I've been meaning to get around to these text myself.
A long time ago. I was not impressed, I must confess.
I also have to recommend Eric Havelock's Preface to Plato. I'm currently working through it for a paper on Plato's aesthetics.
If you can find it in the library, there is a very interesting book by one M.B. Foster, called 'The Political Philosophies of Plato and Hegel' (1935).
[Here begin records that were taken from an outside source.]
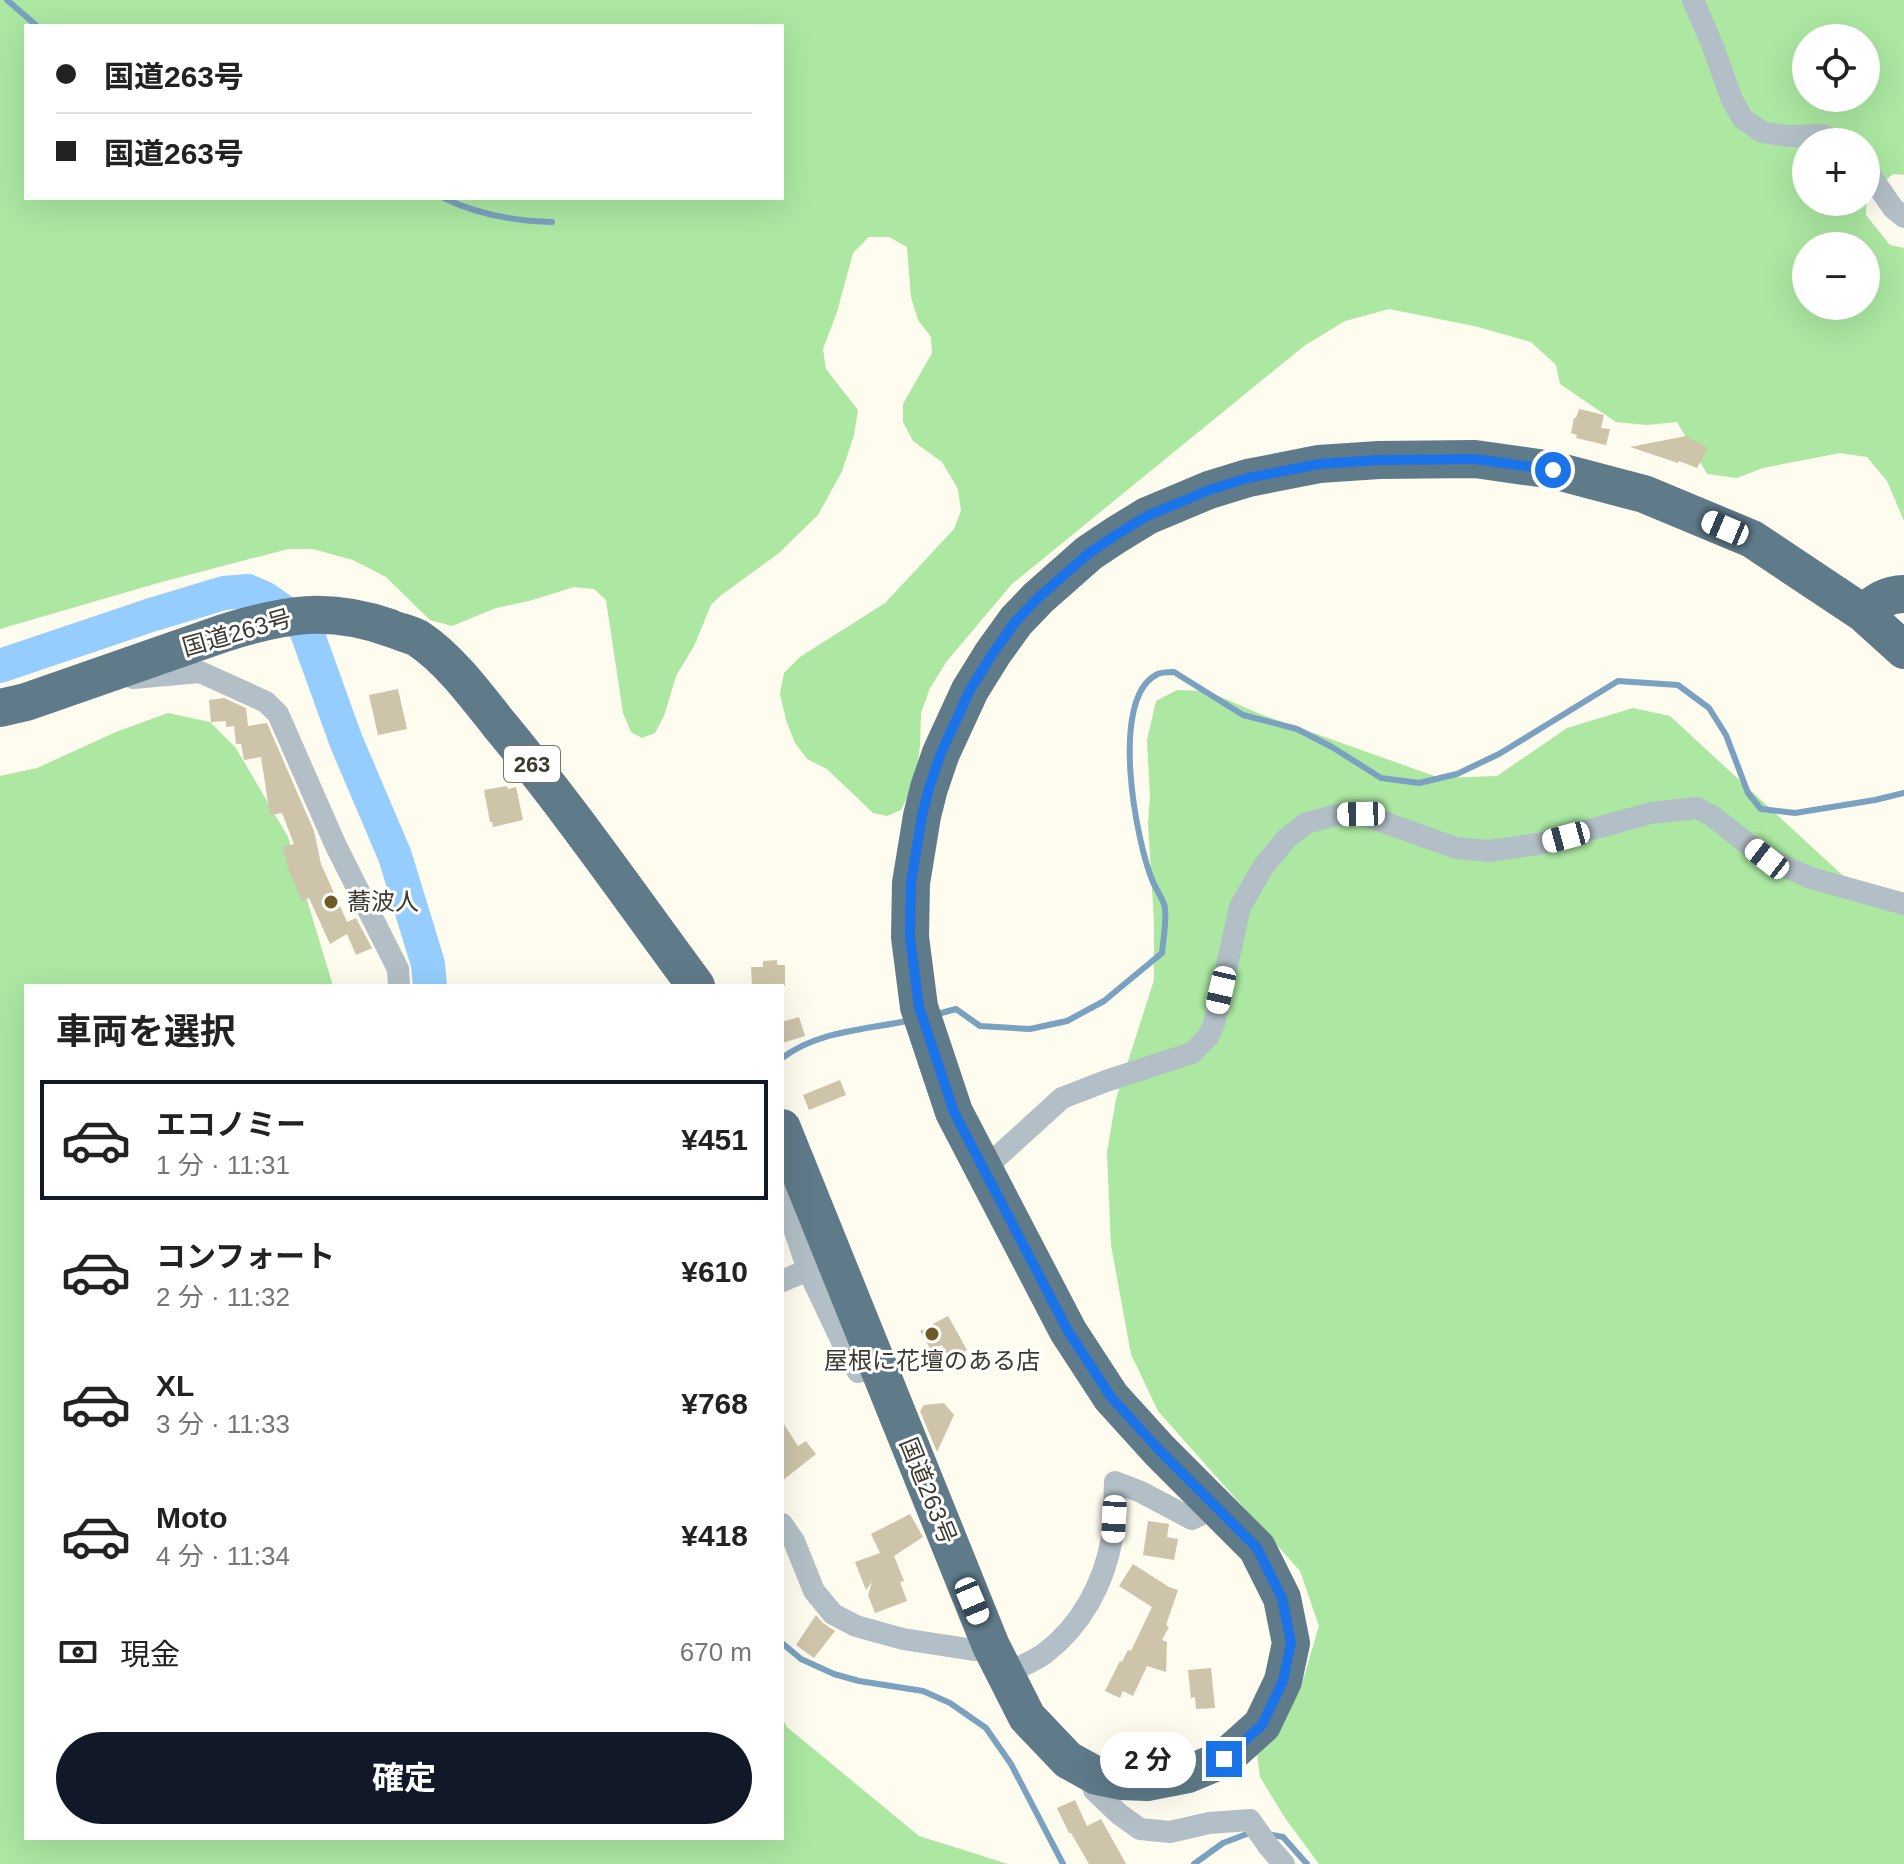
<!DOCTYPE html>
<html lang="ja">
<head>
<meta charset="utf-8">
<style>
	:root { --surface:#fff; --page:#f6f6f6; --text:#222; --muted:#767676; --line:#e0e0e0; --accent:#111827 }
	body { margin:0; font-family:Helvetica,"Noto Sans JP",sans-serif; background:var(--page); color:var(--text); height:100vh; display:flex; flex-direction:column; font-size:30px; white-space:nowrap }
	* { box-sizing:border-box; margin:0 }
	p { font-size:26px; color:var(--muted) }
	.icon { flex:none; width:44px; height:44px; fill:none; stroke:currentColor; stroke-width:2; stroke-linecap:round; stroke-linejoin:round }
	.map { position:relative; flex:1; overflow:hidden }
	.side { position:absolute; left:24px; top:984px; width:760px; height:856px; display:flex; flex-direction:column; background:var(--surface); border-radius:0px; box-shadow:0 8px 32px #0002 }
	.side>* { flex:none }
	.guide { position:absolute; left:24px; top:24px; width:760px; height:176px; border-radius:0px; box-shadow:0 8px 32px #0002; display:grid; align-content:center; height:176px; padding:0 32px; background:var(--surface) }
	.fabs { position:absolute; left:1792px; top:24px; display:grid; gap:16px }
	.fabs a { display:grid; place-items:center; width:88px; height:88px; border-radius:50%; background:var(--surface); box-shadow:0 8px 32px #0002; font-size:40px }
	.end { position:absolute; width:36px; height:36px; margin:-18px; border:10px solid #1a73e8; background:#fff; box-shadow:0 0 0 4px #fff }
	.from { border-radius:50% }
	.bubble { position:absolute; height:56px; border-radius:28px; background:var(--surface); box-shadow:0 8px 32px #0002; font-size:26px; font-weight:700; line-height:56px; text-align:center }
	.car { position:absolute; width:24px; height:48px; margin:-24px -12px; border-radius:10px; box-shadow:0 0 6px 2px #0007; background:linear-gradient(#fff 24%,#345 0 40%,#fff 0 76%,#345 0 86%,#fff 0) }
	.guide b { display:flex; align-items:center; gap:28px; height:76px; font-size:30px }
	.guide b+b { border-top:2px solid var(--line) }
	.guide i { width:20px; height:20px; background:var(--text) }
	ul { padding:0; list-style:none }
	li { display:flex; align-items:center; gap:24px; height:120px; margin:0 16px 12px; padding:0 16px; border:4px solid transparent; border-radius:0px }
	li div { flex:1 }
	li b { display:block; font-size:30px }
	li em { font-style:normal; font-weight:700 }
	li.active { border-color:var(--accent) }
	li>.icon { width:72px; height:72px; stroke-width:1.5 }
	h2 { padding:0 32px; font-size:36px; line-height:96px }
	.pay { display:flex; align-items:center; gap:20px; height:88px; padding:0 32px; font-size:30px }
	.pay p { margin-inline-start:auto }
	.button { display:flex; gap:16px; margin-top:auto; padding:16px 32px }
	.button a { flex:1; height:92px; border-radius:48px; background:var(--accent); color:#fff; font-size:32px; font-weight:700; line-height:92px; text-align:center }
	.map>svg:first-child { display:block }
	.green { fill:#ace8a2; fill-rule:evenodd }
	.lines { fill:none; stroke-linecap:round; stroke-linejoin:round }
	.stream { stroke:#7aa1c0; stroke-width:6 }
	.river { stroke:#94cdfe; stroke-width:34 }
	.building { fill:#cdc4a9 }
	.street { stroke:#b2bfc6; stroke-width:22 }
	.highway { stroke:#5f7a89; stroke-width:38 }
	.route { stroke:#1a73e8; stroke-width:10 }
	.poi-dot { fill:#6d5a28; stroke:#fff; stroke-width:3 }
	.labels { text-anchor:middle; stroke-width:6; stroke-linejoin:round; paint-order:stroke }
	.shield { fill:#fff; stroke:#77746d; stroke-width:2 }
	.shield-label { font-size:22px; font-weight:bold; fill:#3d392e }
	.street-label { font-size:24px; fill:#3d392e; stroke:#fff }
	.poi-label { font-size:24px; fill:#3d392e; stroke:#fff; text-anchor:start }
</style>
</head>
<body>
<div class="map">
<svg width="1904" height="1864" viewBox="0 0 1904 1864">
	<rect width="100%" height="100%" fill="#fefbef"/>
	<path class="green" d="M0,0h1904v175l-11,-1 -26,21 -1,20 24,30 14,3v273l-17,-40 -20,-24 -27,-4 -77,15 -26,10 -30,-4 -30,-52 -30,3 -31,-3 -56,-38 -4,-19 -25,-23 -57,-16 -85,-17 -44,12 -41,25 -292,238 -65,77 -17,27 -9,25 -1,33 -5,36 -14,28 -14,6 -14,-3 -46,-44 -20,-10 -12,-16 -9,-23 -6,-26 4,-21 16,-16 85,-54 69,-74 7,-18 -3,-22 -16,-27 -29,-21 -10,-19v-18l29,-51 -1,-16 -13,-17 -7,-23 -4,-50 -18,-10h-20l-16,16 -16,59 -14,37 3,20 32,41 -4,25 -12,36 -24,44 -39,38 -59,43 -9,9 -17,41 -18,30 -12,40 -9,17 -13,5 -11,-6 -8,-19 -17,-113 -12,-11 -20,-2 -45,14 -33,7 -44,18 -22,-6 -44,-43 -33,-17 -40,-11h-25l-130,34 -158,46zM26,26h756v172h-756zM1806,38h60v60h-60zM1806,142h60v60h-60zM1806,246h60v60h-60z
		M1177,690l30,1 53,23 180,64 57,-2 70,-48 66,-20 37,8 194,179 40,15v954h-585l-34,-46 -25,-41 -3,-24 43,-63 19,-64 -19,-55 -142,-160 -27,-57 -20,-109 -4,-93 9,-53 38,-119v-59l-6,-98 2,-26 -3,-57 9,-39z
		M168,713l42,9 26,26 52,89 45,149h-307v852h756v-120l5,9 132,109 89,28h-1008v-1088l37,-8 79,-36z"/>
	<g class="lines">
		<path class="stream" d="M7,0l30,26
			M444,198c32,16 72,23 108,24
			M934,1015l22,-6 24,17 50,3 37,-8 37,-20 58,-48c1,-13 6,-38 2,-49 -3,-8 -8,-15 -11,-22 -17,-40 -44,-182 3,-207 4,-3 12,-3 18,-3l69,43 54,14 35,18 49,31 38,5 38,-9 42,-20 119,-73 60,4 31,23 17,27 22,58 13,16 34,4 80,-13 29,-7
			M782,1058c37,-28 85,-28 129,-38
			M782,1643l19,16 33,15 25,7 64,10 27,12 36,25 25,36 52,100
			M1267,1834l16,3 24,27
			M1194,1864l29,-21 29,-11"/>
		<path class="river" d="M0,666l151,-51 73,-22 24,-2 16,7 41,29 41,114 49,115 33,108 2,22"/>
	</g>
	<path class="building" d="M1579,409l25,6 -3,13 9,1 -4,16 -30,-7 1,-3 -6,-2 3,-15h2z
		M1686,436l22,12 -11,20 -18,-7 -1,2 -48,-16z
		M398,689l9,40 -29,6 -9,-40z
		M224,698l22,10 2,18 19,-3 47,108 7,33 26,58 9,-4 16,30 -16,7 -9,-21 -17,10 -21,-46 -7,3 -14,-33 -5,-21 11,-3 -12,-31 -12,2 -9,-58 -17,3 -3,-16h-5l-2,-18 -8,1v-6l-15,1 -2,-22z
		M507,786l1,3 8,-2 7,33 -30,7 -1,-5h-2l-6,-32z
		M777,960v5h8v21h-33l-1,-19h12v-6z
		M799,1017l6,19 -23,7v-21z
		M840,1080l6,15 -37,15 -6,-15z
		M948,1316l19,34 -17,10 -8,-15 -11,5 -11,-19z
		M944,1403l10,12 -17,37 -17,-41 4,-6z
		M782,1421l16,25 8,-5 10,13 -34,27z
		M910,1514l13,23 -29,19 10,25 -4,1 7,19 -32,12 -7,-18 4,-13 -6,8 -11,-28 25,-9 -9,-19z
		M1148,1521l21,3 -2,13 11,2 -4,21 -31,-5z
		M1133,1564l36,23 9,3 -12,35 3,2 -7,13 5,2 -1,30 -19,-6 -14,30 -10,-5 -3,7 -15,-7 15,-30 2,1 6,-12 3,1 21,-44 -33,-21z
		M816,1615l7,8 12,8 -21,27 -18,-13z
		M1211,1668l4,40 -19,1 -1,-12 -4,1 -3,-28z
		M1075,1800l12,26 14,-7 25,45h-37l-18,-31h-2l-12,-25z"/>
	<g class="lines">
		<path class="street" d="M1693,0l21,49 18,51 11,19 19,13 26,4 35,-1 14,7
			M1866,169l27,39 11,9
			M133,678l67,-6 66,30 12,12 58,132 62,123 1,17
			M984,1169l78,-71 44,-17 86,-28 16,-16 6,-13 26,-117 23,-40 24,-29 20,-15 29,-8 25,-1 95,34 33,3 49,-7 113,-31 46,-5 14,7 56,44 44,19 93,26
			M782,1193l26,77
			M782,1281l26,-11 38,80 12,22 21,-6
			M782,1524l12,17 20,50 19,23 23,12 47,13 71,11 17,-4
			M1005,1674c13,-6 27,-12 39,-20 37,-28 60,-70 68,-116 3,-18 2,-37 3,-56l26,10 51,27 10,-5 9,-12
			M1097,1776l-3,14 25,24 21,15 30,3 39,-9 41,-3 19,27 15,17"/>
		<path class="highway" d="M1863,613c13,-11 24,-19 41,-19
			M0,708l26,-6 198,-69c61,-19 104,-27 166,-5 9,4 21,6 29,11 31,21 56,55 79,84 70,84 133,175 198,263
			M782,1128l209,518 36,71 41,43 29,16 24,5 26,1 41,-8 36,-15 38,-34 21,-44 8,-38 -9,-45 -25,-50 -97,-97 -49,-54 -43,-66 -114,-219 -35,-105 -9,-70 1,-54 11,-67 7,-28 12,-35 29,-63 23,-37 23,-32 22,-23 51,-45 27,-18 31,-19 62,-26 39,-12 71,-14 60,-4 96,-1 78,11 91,24 108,45 111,74 41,37"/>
	</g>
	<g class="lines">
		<path class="route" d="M1224,1759l38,-34 21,-44 8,-38 -9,-45 -25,-50 -97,-97 -49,-54 -43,-66 -114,-219 -35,-105 -9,-70 1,-54 11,-67 7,-28 12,-35 29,-63 23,-37 23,-32 22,-23 51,-45 27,-18 31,-19 62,-26 39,-12 71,-14 60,-4 96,-1 78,11"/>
	</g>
	<g class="poi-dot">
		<circle cx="331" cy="902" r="8"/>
		<circle cx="932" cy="1334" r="8"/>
	</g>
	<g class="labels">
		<rect class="shield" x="504" y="746" width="56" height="36" rx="6"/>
		<g class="shield-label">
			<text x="532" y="772">263</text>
		</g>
		<g class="street-label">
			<text transform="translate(237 633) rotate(-16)" y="8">国道263号</text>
			<text transform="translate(928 1491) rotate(68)" y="8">国道263号</text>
		</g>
		<g class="poi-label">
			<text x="347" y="910">蕎波人</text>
			<text x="932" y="1369" text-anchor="middle">屋根に花壇のある店</text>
		</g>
	</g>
</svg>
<div class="fabs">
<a><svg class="icon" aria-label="locate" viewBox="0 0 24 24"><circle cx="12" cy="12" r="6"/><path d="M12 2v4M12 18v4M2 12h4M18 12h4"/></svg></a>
<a>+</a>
<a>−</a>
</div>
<i class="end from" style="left:1553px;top:470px"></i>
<i class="end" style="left:1224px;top:1759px"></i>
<div class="bubble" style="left:1100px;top:1732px;width:96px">2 分</div>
<i class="car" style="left:1725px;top:528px;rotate:293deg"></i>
<i class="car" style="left:1361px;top:814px;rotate:269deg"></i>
<i class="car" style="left:1566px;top:837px;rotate:255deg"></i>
<i class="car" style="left:1767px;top:859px;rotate:308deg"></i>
<i class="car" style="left:1221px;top:990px;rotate:193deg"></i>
<i class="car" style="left:1114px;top:1519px;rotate:183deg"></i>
<i class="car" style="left:972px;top:1601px;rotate:157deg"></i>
<div class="guide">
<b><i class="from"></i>国道263号</b>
<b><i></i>国道263号</b>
</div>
<section class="side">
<h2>車両を選択</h2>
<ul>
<li class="active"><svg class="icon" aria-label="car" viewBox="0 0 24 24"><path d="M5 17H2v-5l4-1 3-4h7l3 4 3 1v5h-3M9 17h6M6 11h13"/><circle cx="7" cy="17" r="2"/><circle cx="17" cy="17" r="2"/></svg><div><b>エコノミー</b><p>1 分 · 11:31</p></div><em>¥451</em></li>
<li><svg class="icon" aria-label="car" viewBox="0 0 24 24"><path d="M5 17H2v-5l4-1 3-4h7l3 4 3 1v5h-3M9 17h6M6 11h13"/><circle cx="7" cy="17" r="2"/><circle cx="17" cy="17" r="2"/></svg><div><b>コンフォート</b><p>2 分 · 11:32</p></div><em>¥610</em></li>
<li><svg class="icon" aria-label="car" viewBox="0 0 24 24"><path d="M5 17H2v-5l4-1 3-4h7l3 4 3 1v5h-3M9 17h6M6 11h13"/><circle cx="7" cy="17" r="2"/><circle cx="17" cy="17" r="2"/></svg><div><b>XL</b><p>3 分 · 11:33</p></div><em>¥768</em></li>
<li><svg class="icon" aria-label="car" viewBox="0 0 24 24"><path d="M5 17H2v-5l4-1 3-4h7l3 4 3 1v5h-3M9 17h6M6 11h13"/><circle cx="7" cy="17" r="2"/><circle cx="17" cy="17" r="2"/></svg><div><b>Moto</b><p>4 分 · 11:34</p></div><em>¥418</em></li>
</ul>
<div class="pay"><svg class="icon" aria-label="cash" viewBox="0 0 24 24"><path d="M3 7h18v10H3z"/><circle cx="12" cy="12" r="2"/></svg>現金<p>670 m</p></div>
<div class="button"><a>確定</a></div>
</section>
</div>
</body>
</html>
He is hardly a marxist, and is in fact some kind of Christian, but the first two chapters are a penetrating critique of the "techne" analogy in the Republic, and the comparison of politics with medicine (with the consequence that rulers should form a separate class of experts). It's a very metaphysical critique, but it has passages like this:
"But if the ruler can be thus freed from the limitation of the craftsmans' outlook, why not the other demiurges? It was, as we saw, only this assumed limitation of the craftsman's insight which made the introduction of a ruling class necessary at all. Now that one man, the ruler, has been found capable of transcending the limitation of his craft, there is no reason in principle why this same capacity should not be assumed in all. Once assume it, and the class of rules becomes superfluous; the member of the Polis will revert once more to that equality with one another in which they stood in the "first city", before the class of guardians was introduced. The liberation of the rulers themselves from the limitations implied in the analogy of a Techne demands that they should surrender their station of pre-eminence." p. 46.